We give advice all the time. And when we’re not busy dishing out our very own seemingly sweet words of wisdom, we search for it in gurus, friends, family, books, and religion. Advice-giving is not just a multi-billion dollar business either. It’s impact permeates everything from simple day-to-day choices to life-altering decisions. Yet, advice–especially the informal kind–is easy to give or consume dangerously, which is to say, little care is given as to whether the advice on offer is of a high quality.
Ever since I enrolled at Oxford to pursue an MBA I’ve thought about this topic a whole bunch and after a year of seeking advice in lots of places I now have a few concepts–quick rules of thumb if you will–that can help filter and refine advice before you give it or take it. These “sniff tests” are based on quotes for ease of memory and are as follows:
First, remember that “no man ever steps in the same river twice, for it’s not the same river and he’s not the same man.” – Heraclitus of Ephesus
Advice that worked for someone in a specific context and at a particular time will not necessarily work for you. The world moves fast. Times change and people change. Good advice should be malleable enough to adapt to new situations. If not, it becomes useless pretty quickly. Here’s an example:
Bad advice: Get a university degree.
Good advice: Get an education.
Second, notice that often “we see the world, not as it is, but as we are.” 1 – Stephen R. Covey
Our experiences shape how we make decisions and ultimately, how we consider advice. Had a bad experience at a not-so-bad restaurant? You probably won’t recommend it even if the chef simply had a bad day. In other words, all advice we give and receive is coloured by our unique histories. So before you give or receive advice, consider if there’s any baggage it’s coming with.2
Third, “if you give advice, you need to be exposed to losses from it.” – Nassim Taleb
This last concept sounds extreme, but if you imagine that you will be exposed to losses related to poor advice, you are likely to take greater care. Likewise, if you are on the receiving end of advice, consider whether the person giving it really cares about you.
A Note on Good Advice
In sum, good advice should consider:
- context (what’s different this time?)
- bias (what personal history is colouring perceptions?)

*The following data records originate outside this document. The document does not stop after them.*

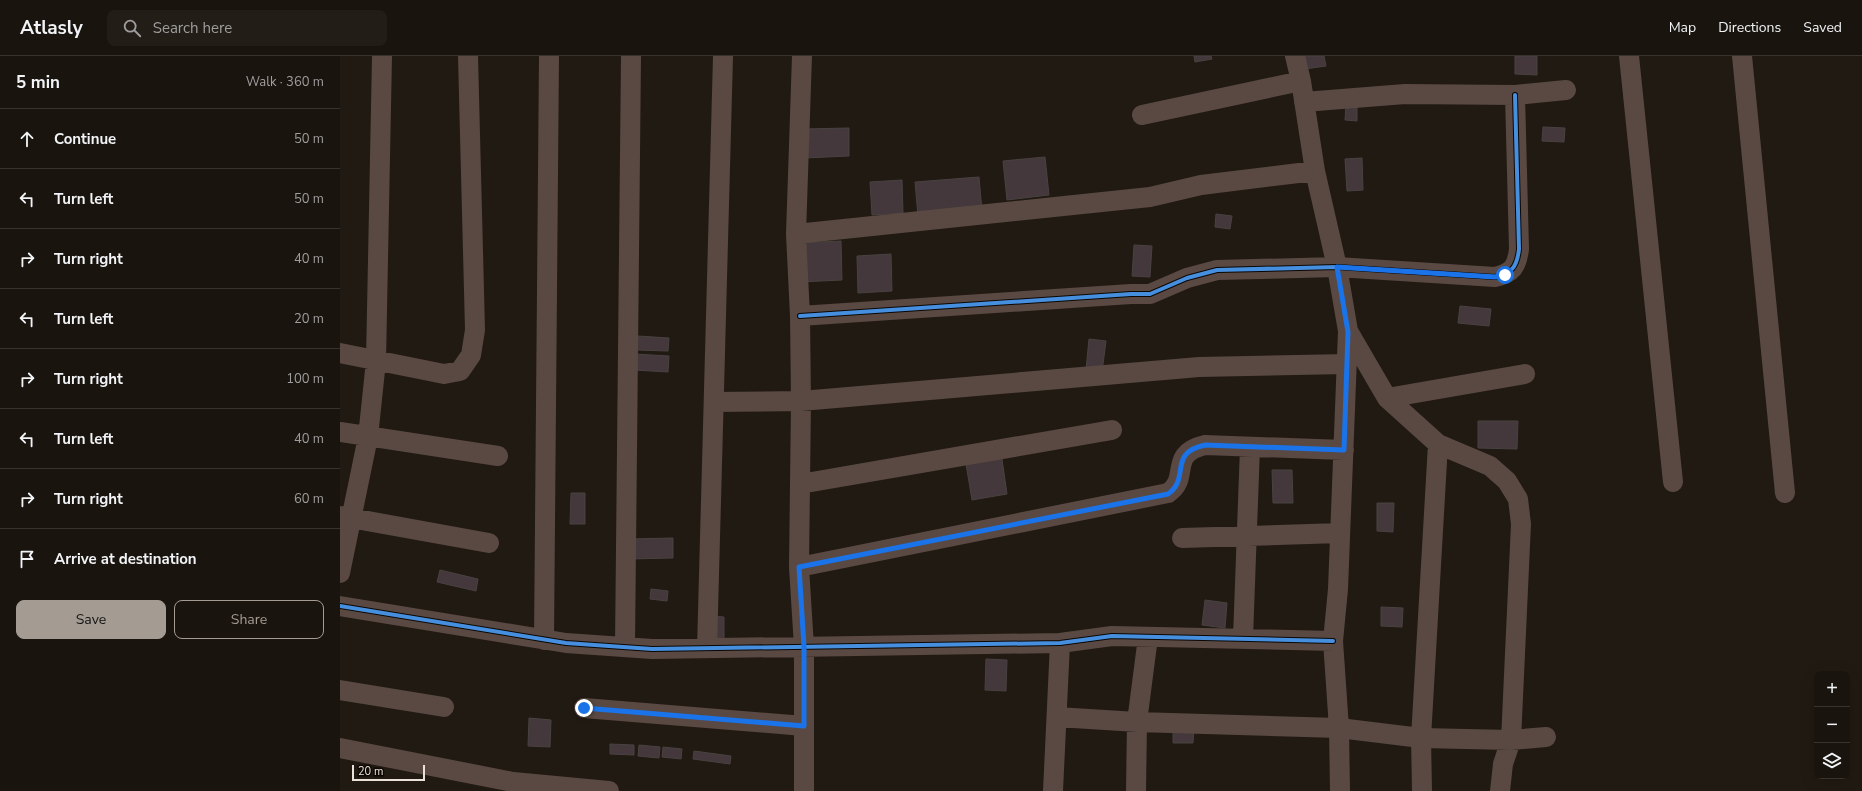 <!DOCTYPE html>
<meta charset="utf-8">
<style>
:root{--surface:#19140e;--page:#221d17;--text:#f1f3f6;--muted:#9f9e9e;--line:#37332e;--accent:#a49c93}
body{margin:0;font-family:"Nunito Sans",sans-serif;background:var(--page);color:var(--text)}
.controls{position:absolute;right:12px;bottom:12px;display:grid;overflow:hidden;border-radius:8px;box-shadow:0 4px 16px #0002}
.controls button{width:36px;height:36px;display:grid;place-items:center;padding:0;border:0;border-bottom:1px solid var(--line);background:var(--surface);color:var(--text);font:20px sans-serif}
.scale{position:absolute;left:12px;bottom:10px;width:73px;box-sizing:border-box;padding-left:4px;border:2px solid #eae2d8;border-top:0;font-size:11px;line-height:14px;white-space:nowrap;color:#eae2d8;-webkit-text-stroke:3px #0c0703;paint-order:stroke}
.stop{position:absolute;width:12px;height:12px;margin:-9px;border:3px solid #1a73e8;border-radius:50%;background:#fff}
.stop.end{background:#1a73e8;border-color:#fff;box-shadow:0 1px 4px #0008}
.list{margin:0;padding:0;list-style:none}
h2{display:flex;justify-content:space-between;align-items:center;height:52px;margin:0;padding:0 16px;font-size:17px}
h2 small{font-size:13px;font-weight:400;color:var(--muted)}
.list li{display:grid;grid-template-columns:26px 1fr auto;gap:12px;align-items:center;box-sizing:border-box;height:60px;padding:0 16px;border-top:1px solid var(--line)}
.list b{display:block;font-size:15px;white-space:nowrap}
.list em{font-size:13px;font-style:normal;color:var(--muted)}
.actions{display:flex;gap:8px;padding:12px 16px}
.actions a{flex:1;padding:9px 0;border:1px solid var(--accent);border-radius:8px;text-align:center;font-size:14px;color:var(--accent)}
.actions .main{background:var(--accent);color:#111}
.icon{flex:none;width:22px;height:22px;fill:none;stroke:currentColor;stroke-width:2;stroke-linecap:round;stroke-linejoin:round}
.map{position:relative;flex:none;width:1522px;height:735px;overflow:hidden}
header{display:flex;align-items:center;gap:24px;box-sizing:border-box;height:56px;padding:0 20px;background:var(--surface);border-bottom:1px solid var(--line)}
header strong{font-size:19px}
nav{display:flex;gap:22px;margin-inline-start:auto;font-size:14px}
.search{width:280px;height:36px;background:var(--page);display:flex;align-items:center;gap:10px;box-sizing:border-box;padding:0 14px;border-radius:8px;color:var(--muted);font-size:15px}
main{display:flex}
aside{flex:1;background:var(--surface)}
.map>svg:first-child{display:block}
</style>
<header>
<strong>Atlasly</strong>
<div class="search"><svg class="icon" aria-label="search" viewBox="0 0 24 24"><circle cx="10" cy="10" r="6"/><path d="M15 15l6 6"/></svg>Search here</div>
<nav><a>Map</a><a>Directions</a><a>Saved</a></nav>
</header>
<main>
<aside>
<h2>5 min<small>Walk · 360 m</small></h2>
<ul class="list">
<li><svg class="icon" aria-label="ahead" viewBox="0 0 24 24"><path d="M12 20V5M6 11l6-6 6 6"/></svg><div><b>Continue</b></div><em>50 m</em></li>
<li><svg class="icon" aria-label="left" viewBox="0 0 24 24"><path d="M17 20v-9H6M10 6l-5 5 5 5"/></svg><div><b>Turn left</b></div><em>50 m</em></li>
<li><svg class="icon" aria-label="right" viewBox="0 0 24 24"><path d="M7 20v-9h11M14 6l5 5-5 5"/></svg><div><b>Turn right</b></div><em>40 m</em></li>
<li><svg class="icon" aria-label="left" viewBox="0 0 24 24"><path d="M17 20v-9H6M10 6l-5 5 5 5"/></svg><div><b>Turn left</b></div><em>20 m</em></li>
<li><svg class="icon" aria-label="right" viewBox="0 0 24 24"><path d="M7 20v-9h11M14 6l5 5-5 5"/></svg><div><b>Turn right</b></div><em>100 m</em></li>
<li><svg class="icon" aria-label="left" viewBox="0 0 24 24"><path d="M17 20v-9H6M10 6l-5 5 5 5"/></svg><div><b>Turn left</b></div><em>40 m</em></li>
<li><svg class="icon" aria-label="right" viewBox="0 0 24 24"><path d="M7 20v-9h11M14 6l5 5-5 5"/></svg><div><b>Turn right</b></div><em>60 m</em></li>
<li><svg class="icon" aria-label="arrive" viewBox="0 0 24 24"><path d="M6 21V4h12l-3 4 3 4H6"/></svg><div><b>Arrive at destination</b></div></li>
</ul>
<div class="actions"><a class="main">Save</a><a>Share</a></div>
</aside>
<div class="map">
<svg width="1522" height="735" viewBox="0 0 1522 735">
<rect width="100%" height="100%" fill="#211a12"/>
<path fill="#44383d" stroke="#484241" d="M 854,0 L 871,0 L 872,3 L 855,6 Z
M 963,0 L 984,0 L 986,10 L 965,13 Z
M 1175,0 L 1197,0 L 1197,19 L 1175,18 Z
M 1006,49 L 1017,50 L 1017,65 L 1005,64 Z
M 1203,71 L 1225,72 L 1224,86 L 1202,85 Z
M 509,72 L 509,100 L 464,102 L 463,73 Z
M 705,101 L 709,139 L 667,144 L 663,105 Z
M 1022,102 L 1023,134 L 1007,135 L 1005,103 Z
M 639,121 L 642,155 L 578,160 L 575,126 Z
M 562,124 L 563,157 L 532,159 L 530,126 Z
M 876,158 L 892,160 L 890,173 L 875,171 Z
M 501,185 L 502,224 L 459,226 L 457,187 Z
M 794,189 L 812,190 L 810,221 L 792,220 Z
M 551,198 L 552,235 L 518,237 L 517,200 Z
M 1120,250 L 1151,253 L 1149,270 L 1118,267 Z
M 298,280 L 329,282 L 328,295 L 297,294 Z
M 749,283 L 766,285 L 762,316 L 746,314 Z
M 294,298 L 329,300 L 328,316 L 294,314 Z
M 1138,365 L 1178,365 L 1177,393 L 1138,392 Z
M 662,403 L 667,438 L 632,444 L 626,408 Z
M 932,414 L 952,414 L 953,447 L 933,447 Z
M 231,437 L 245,437 L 245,468 L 230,468 Z
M 1037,447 L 1054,447 L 1053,476 L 1037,475 Z
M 333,482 L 333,502 L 289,503 L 288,483 Z
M 100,514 L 138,523 L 136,535 L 97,526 Z
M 311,533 L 328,535 L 327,545 L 310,543 Z
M 865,544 L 887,547 L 885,572 L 862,569 Z
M 1041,551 L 1063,552 L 1062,571 L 1041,570 Z
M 370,560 L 384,561 L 384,585 L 369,585 Z
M 646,603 L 667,604 L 666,635 L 645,634 Z
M 189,662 L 211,664 L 210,691 L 188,690 Z
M 833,673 L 854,674 L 853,687 L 833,687 Z
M 270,688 L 294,689 L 294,699 L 270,698 Z
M 299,689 L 320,691 L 319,702 L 298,700 Z
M 323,691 L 342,693 L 341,703 L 322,701 Z
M 354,695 L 391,700 L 390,708 L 353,703 Z"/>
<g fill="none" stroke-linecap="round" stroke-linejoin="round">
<path stroke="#594942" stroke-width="20" d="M 462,0 L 456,178 L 460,260 L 461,345 L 459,511 L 464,591 L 464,735
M 955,0 L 961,25 L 975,115 L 997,211 L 1008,275 L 998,533 L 993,585 L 999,672 L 1000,735
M 1289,0 L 1333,426
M 1402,0 L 1445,437
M 964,46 L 1065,38 L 1175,39 L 1226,34
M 802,59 L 961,25
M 456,178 L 810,141 L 861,129 L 975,115
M 460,260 L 791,238 L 810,238 L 847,222 L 877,214 L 997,211 L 1155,221 C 1172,217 1177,211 1179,193 L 1175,39
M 1008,275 L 1047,342 L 1098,388 L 1150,410 L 1167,425 L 1178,443 L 1181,468 L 1171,684 L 1163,708 L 1160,735
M 0,297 L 104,318 L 120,315 L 131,299 L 135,274 L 128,0
M 1047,342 L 1185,318
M 374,346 L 461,345 L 859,311 L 1007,308
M 0,376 L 158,400
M 460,428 L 772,374
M 0,460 L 149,487
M 842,482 L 1000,477
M 459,511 L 828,437 C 851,422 827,398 865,389 L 1004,394
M 0,517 L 28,381 L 36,305 L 42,0
M 0,550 L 226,587 L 312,593 L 720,587 L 772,580 L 993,585
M 903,582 L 910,391
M 204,584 L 209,0
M 285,591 L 291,0
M 367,593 L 383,0
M 0,634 L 104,651
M 244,652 L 464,670
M 717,661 L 797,666 L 999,672 L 1081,682 L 1171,684 L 1206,681
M 0,692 L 173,726 L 269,735
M 713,735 L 720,587
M 796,735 L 797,666 L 808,581
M 1082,735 L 1081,682 L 1098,388"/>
<g stroke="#0c0703" stroke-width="6">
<path id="cycleway" d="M 460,260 L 791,238 L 810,238 L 847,222 L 877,214 L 997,211 L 1155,221 C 1172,217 1177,211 1179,193 L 1175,39
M 0,550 L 226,587 L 312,593 L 720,587 L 772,580 L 993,585"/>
</g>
<use href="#cycleway" stroke="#468fdf" stroke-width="4"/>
</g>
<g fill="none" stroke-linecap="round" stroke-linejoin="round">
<path stroke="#1a73e8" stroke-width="5" d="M 244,652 L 464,670 L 464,591 L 459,511 L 828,438 C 851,422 827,397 865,389 L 1004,394 L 1008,276 L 997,211 L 1155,221 L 1165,219"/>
</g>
</svg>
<div class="controls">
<button>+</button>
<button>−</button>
<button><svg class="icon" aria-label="layers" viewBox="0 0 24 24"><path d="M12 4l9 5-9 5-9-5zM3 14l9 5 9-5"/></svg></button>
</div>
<div class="scale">20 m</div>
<div class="stop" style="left:1165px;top:219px"></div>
<div class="stop end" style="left:244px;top:652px"></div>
</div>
</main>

- skin in the game (what’s the responsibility and how invested is the advisor?)
Keeping these three ideas in mind should help us all deal with advice a bit better, including the advice in this blog post.3
 Thanks for helping me find the quote Vicky!
 My baggage for the advice in this article is that I’ve spent many years seeking advice on a range of subjects and also writing lots of advice. Some of it has worked really well and some of it hasn’t.
 I considered all three sniff tests while writing this post.